Character anomie aside, The Girlfriend Experience is too funny to be cynical and too broad an indictment of consumer culture to be a didactic slam on the world's oldest profession. For Soderbergh, prostitution is no different than investment banking, which is no different than filmmaking. (Moderator Caryn James asked Soderbergh if he felt he'd prostituted himself with the Ocean's movies; he diffused the awkwardness by saying all of his movies required him to sell his time and ideas to executives.)
The Girlfriend Experience might not rake it in like Soderbergh's mainstream efforts. But the hordes who queued up for the three Tribeca screenings indicate a collective interest in the gilded underbelly of Wall Street's good old days, when, as the director said "money became a national fetish."

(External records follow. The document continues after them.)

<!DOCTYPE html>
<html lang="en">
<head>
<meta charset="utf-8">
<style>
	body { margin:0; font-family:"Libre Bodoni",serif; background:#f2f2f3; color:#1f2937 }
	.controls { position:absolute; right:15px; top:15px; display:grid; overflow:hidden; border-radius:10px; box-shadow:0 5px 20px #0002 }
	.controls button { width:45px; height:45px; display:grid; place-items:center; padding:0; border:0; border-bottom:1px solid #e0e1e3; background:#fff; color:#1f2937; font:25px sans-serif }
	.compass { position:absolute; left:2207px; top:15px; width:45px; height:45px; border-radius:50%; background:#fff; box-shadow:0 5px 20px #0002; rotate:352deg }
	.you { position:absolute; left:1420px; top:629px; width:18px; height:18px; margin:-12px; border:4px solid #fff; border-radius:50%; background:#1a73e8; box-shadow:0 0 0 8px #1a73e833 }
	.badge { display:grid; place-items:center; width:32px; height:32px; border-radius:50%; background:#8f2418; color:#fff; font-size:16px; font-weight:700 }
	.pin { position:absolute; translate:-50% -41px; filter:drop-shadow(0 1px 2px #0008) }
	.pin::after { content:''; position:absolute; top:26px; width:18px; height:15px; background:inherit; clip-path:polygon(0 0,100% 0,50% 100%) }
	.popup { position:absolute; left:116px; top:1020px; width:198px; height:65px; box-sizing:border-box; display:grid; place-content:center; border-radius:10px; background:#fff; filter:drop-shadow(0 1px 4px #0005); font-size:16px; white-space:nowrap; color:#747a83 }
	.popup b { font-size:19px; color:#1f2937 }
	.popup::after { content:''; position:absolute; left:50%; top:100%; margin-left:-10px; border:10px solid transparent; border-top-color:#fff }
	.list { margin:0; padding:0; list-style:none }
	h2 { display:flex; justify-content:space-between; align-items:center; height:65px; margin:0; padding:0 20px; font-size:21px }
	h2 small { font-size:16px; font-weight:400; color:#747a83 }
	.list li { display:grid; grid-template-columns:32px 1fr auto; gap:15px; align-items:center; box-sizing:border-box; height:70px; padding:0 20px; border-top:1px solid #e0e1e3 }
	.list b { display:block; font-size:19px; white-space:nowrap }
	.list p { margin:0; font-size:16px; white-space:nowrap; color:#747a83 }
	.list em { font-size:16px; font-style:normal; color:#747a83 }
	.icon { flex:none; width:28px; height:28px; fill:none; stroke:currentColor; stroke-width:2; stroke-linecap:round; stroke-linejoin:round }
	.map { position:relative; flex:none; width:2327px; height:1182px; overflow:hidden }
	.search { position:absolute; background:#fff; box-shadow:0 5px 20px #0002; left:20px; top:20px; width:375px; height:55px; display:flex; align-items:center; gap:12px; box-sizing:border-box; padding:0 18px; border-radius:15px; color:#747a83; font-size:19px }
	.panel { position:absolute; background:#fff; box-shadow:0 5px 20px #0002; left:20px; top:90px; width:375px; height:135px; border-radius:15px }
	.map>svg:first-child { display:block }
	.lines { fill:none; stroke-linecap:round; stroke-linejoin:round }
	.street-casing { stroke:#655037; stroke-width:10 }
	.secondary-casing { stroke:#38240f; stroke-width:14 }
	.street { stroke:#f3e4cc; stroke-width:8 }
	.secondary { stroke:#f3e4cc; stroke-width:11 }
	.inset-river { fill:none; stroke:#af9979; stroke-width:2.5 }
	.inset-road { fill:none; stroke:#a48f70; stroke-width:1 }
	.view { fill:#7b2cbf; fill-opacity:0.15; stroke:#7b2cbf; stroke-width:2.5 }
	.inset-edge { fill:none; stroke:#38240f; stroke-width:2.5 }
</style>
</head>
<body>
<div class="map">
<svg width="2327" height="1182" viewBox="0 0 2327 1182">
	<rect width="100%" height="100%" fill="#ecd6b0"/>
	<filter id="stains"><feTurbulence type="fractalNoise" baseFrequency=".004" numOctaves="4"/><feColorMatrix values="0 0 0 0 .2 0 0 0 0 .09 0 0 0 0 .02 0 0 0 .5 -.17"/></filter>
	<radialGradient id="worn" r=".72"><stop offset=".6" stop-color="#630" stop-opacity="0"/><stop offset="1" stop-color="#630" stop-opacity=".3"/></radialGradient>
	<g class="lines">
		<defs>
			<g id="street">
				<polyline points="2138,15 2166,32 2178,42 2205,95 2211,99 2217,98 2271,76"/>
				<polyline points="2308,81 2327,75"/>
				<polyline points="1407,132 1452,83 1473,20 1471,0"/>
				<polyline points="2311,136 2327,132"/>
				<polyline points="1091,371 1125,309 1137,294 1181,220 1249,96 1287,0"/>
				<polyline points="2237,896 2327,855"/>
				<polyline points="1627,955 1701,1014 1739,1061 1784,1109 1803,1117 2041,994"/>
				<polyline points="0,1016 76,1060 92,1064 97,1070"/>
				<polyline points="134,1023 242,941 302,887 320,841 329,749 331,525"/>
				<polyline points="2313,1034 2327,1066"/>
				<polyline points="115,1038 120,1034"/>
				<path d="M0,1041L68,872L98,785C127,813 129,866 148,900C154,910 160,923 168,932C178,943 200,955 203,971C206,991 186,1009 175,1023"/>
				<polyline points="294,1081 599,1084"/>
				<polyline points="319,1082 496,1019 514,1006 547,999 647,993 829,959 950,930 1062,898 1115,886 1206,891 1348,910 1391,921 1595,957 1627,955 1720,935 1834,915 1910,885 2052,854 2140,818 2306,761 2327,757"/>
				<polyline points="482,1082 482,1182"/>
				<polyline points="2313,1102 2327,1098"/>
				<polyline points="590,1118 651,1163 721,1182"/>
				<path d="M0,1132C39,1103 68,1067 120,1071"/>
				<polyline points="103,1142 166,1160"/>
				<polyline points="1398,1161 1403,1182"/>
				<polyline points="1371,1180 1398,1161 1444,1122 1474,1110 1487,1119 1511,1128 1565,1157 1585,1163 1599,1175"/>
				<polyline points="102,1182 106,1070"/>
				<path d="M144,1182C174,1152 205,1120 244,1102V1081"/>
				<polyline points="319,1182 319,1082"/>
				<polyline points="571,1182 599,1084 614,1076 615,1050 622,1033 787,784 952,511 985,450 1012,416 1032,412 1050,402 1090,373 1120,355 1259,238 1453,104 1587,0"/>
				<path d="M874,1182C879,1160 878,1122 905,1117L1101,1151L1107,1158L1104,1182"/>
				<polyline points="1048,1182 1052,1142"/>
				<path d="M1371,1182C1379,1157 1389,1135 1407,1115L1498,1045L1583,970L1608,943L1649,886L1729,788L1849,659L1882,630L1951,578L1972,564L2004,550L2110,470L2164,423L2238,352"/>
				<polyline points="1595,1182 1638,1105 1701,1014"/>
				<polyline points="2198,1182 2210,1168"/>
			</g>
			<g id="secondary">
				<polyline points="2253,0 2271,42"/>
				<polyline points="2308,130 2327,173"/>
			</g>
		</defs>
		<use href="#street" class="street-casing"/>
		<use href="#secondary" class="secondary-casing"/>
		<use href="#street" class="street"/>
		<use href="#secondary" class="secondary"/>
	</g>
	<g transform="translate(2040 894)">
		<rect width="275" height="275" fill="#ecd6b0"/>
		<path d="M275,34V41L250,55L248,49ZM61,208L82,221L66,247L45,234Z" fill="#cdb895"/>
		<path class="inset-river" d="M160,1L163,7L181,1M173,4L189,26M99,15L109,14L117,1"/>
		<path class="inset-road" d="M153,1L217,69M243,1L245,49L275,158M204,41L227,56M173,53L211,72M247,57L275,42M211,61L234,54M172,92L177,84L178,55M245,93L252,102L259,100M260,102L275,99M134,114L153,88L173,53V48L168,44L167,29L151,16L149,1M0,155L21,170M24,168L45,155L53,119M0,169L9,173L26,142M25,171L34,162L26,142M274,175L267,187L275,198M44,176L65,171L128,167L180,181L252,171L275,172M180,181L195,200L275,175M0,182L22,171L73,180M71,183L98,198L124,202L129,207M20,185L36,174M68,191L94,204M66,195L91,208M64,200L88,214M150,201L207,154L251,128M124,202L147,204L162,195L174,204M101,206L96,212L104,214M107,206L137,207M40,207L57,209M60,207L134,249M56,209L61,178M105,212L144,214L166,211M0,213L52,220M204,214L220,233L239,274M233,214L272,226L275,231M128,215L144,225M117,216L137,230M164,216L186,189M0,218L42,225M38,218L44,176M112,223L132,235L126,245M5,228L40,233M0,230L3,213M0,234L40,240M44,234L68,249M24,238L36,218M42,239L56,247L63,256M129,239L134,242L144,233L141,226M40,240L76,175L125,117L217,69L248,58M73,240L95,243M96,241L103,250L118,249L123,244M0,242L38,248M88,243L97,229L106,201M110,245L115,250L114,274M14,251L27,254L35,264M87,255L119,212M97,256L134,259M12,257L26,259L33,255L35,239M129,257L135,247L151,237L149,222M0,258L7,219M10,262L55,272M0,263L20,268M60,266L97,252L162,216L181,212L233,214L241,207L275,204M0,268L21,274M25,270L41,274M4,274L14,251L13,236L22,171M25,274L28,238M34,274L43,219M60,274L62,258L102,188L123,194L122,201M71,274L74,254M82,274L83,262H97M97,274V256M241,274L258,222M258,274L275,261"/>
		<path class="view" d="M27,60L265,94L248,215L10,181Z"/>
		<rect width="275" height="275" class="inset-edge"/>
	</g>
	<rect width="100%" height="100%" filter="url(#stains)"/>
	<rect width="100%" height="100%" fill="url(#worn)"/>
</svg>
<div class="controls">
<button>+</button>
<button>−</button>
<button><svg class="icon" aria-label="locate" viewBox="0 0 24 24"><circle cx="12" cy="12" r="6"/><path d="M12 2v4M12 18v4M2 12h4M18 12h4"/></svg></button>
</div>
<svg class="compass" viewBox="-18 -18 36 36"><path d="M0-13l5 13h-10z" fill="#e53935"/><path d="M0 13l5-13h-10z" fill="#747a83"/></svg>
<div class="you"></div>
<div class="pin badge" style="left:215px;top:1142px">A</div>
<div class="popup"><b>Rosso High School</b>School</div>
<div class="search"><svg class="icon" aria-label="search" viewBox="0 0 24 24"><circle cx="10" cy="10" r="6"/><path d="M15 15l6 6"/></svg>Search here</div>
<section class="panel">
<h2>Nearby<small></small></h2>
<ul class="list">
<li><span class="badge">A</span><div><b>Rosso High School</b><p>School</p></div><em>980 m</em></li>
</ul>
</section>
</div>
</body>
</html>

Porn is another national pastime (Soderbergh noted that Utah has the highest porn traffic rate in America) and Grey's stature in that industry will likely draw many one-handed keyboard tappers to the arthouse.
Will they be disappointed with the lack of onscreen sex in the movie? "I excel at undercutting expectations," Soderbergh shrugged. He hoped that people desensitized by Grey's graphic pornography would be jolted by the inverse, saying that "fantasy is what you can't have."
With money dried up and the elicit thrill of sex dimmed by accessibility, the confluence of the two in The Girlfriend Experience make it the ultimate post-crash fantasy.